What are the Ba'It based off of? Their body/limb plan is based on pteradons!! with some bat and bird anatomy thrown in. Garaang are semi-bipedal so that makes the silhouette even weirder, but you see some quadrupedal stances in the comic and it might make more sense then. I don't want to post or talk too much about some of the minutae of their design, as it is part of the story itself. :}
What medium did you use for the comic? It's all digital; I used Clip Studio Paint to draw the entire thing. I use the base watercolour and design pencil brushes that come with the programme. How long did it take you to make the comic? It's a little hard to estimate-- initial ideas, visdev and writing drafts were intermitent at the start of the year; once I landed on the story, finalising the script would've taken no longer than a week of recurring writing and editing. It's the actual drawing that takes forever, unfortunately. I started thumbnailing around April, and pencilling, colours and painting were a 10-11 hour work-day commitment for most of June and July. (I lost a lot of work-time in May cause I fell ill, womp womp). I'd probably say it was 4 - 5 months of labour. Are you going to write more stories in this world? I would really like to! I have a lot of ideas rattling in my head for the Valley of the World-- the place that the folk of the Spire have escaped. That being said, I have a whole graphic novel to finish first!
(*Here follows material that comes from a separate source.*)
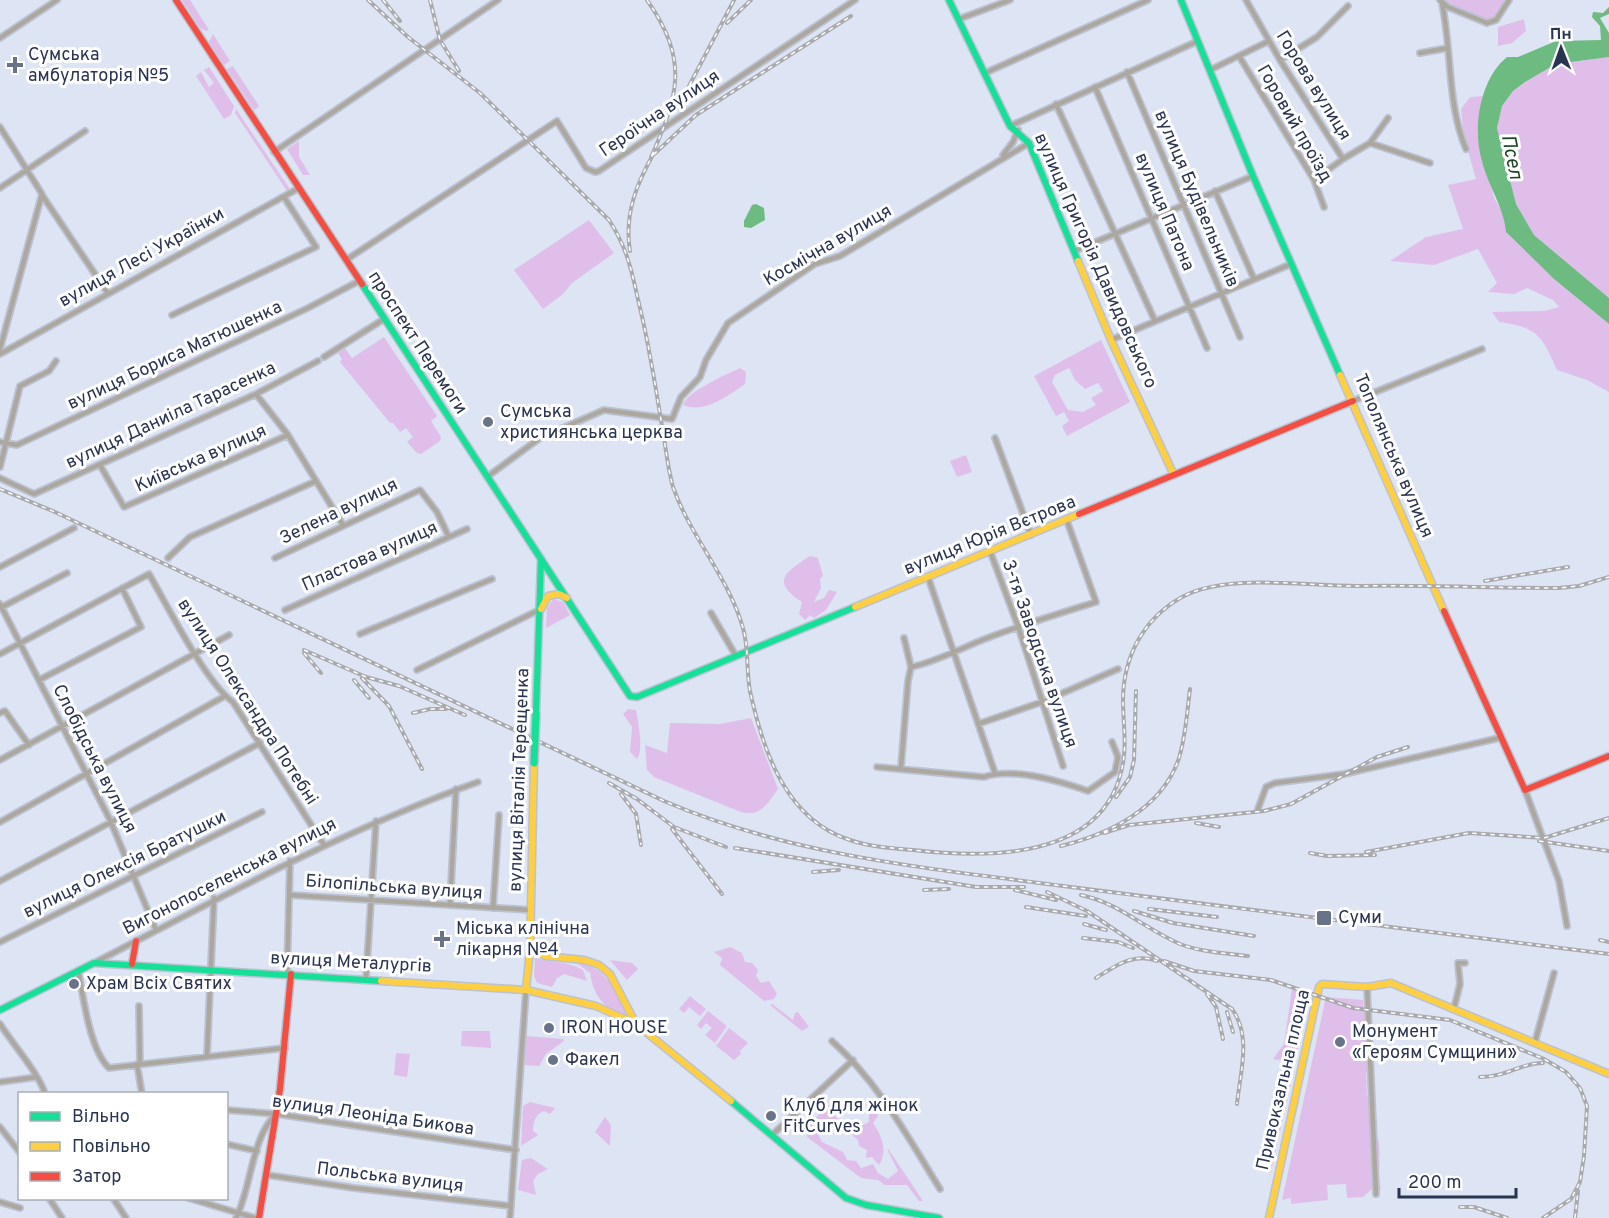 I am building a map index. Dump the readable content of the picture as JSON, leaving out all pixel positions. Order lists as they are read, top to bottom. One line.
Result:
{"streets":{"main road":["вулиця Григорія Давидовського","проспект Перемоги","Тополянська вулиця","вулиця Юрія Вєтрова","вулиця Віталія Терещенка","Вигонопоселенська вулиця","вулиця Металургів","Привокзальна площа"],"street":["Горова вулиця","Героїчна вулиця","Горовий проїзд","вулиця Будівельників","вулиця Патона","Космічна вулиця","вулиця Лесі Українки","вулиця Бориса Матюшенка","вулиця Даниіла Тарасенка","Київська вулиця","Зелена вулиця","Пластова вулиця","3-тя Заводська вулиця","вулиця Олександра Потебні","Слобідська вулиця","вулиця Олексія Братушки","Білопільська вулиця","вулиця Леоніда Бикова","Польська вулиця"]},"crossings":[["Героїчна вулиця","проспект Перемоги"],["Космічна вулиця","вулиця Григорія Давидовського"],["Космічна вулиця","проспект Перемоги"],["вулиця Лесі Українки","проспект Перемоги"],["вулиця Григорія Давидовського","вулиця Юрія Вєтрова"],["проспект Перемоги","вулиця Бориса Матюшенка"],["проспект Перемоги","вулиця Юрія Вєтрова"],["проспект Перемоги","вулиця Віталія Терещенка"],["вулиця Даниіла Тарасенка","Київська вулиця"],["Тополянська вулиця","вулиця Юрія Вєтрова"],["Зелена вулиця","Пластова вулиця"],["вулиця Юрія Вєтрова","3-тя Заводська вулиця"],["вулиця Олександра Потебні","Вигонопоселенська вулиця"],["Слобідська вулиця","вулиця Олексія Братушки"],["Слобідська вулиця","Вигонопоселенська вулиця"],["вулиця Віталія Терещенка","Білопільська вулиця"],["вулиця Віталія Терещенка","вулиця Металургів"],["вулиця Віталія Терещенка","вулиця Леоніда Бикова"],["вулиця Віталія Терещенка","Польська вулиця"],["Вигонопоселенська вулиця","вулиця Металургів"]],"water":["Псел"],"places":{"health":["Сумська амбулаторія №5","Міська клінічна лікарня №4"],"other":["Сумська християнська церква","Храм Всіх Святих","IRON HOUSE","Монумент «Героям Сумщини»","Факел","Клуб для жінок FitCurves"],"transit":["Суми"]},"legend":["Вільно","Повільно","Затор"],"scale_bar":"200 m","north":"top"} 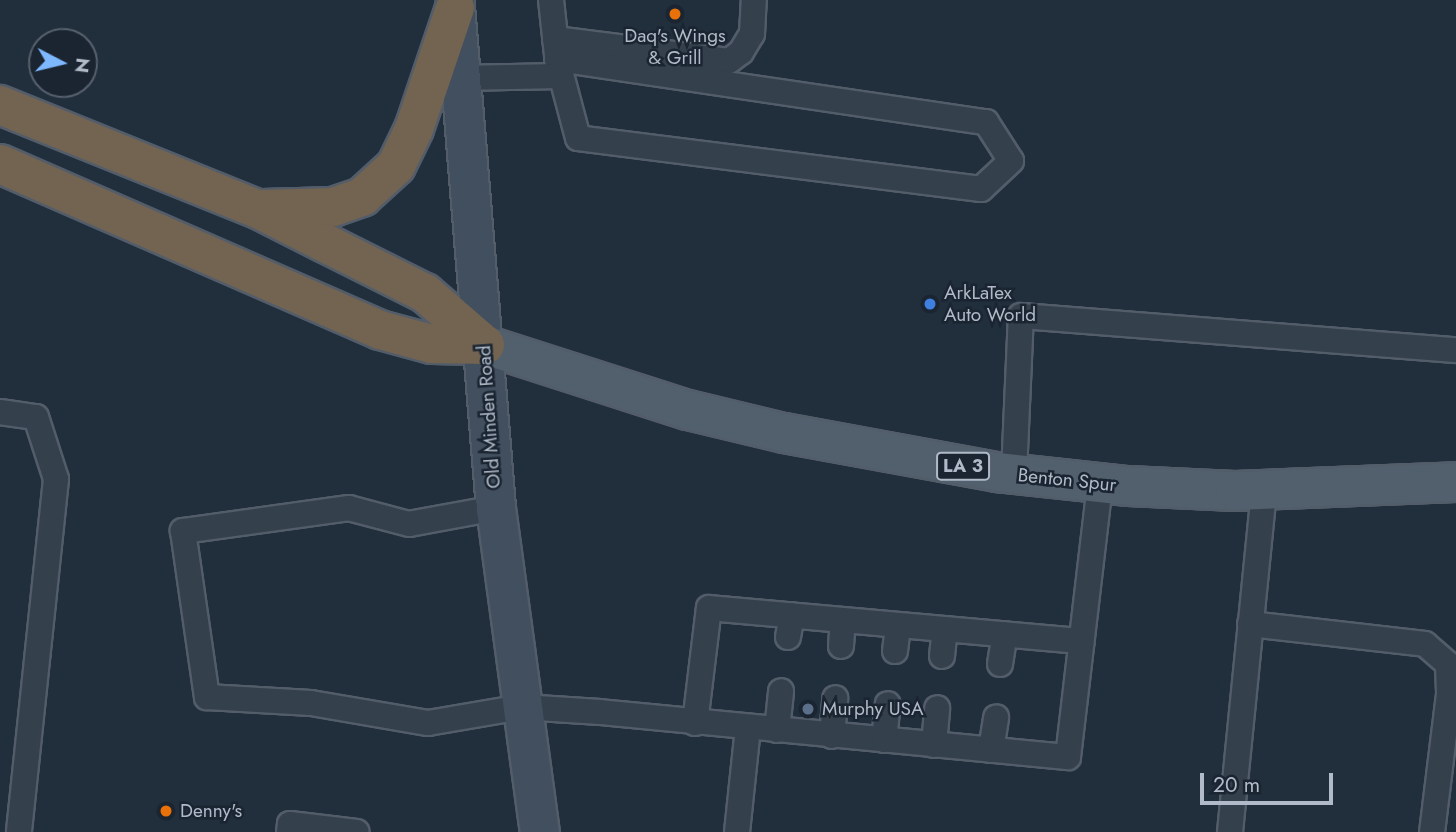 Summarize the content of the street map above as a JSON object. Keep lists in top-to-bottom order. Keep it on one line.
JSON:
{"streets":{"main road":["Old Minden Road","LA 3","Benton Spur"]},"crossings":[["Old Minden Road","Benton Spur"]],"places":["Daq's Wings & Grill","ArkLaTex Auto World","Murphy USA","Denny's"],"scale_bar":"20 m","north":"right"}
It has been pushed back on account (but not exclusively because) of me working on my SBCF entries the last couple years, and I don't want to neglect it any further!! (it's 350+ full colour pages though so it was always going to be a huge undertaking)
Thank you again for the outpouring of enthusiasm and support; it means the world!
#art#sbcf#scrb#monster#I'm basically on the first ever holiday I've gotten to take in my entire adult life#so these two things happening at the same time is supercharging me with happiness#I'm really sorry that I won't be able to address any of the lovely messages until I am back!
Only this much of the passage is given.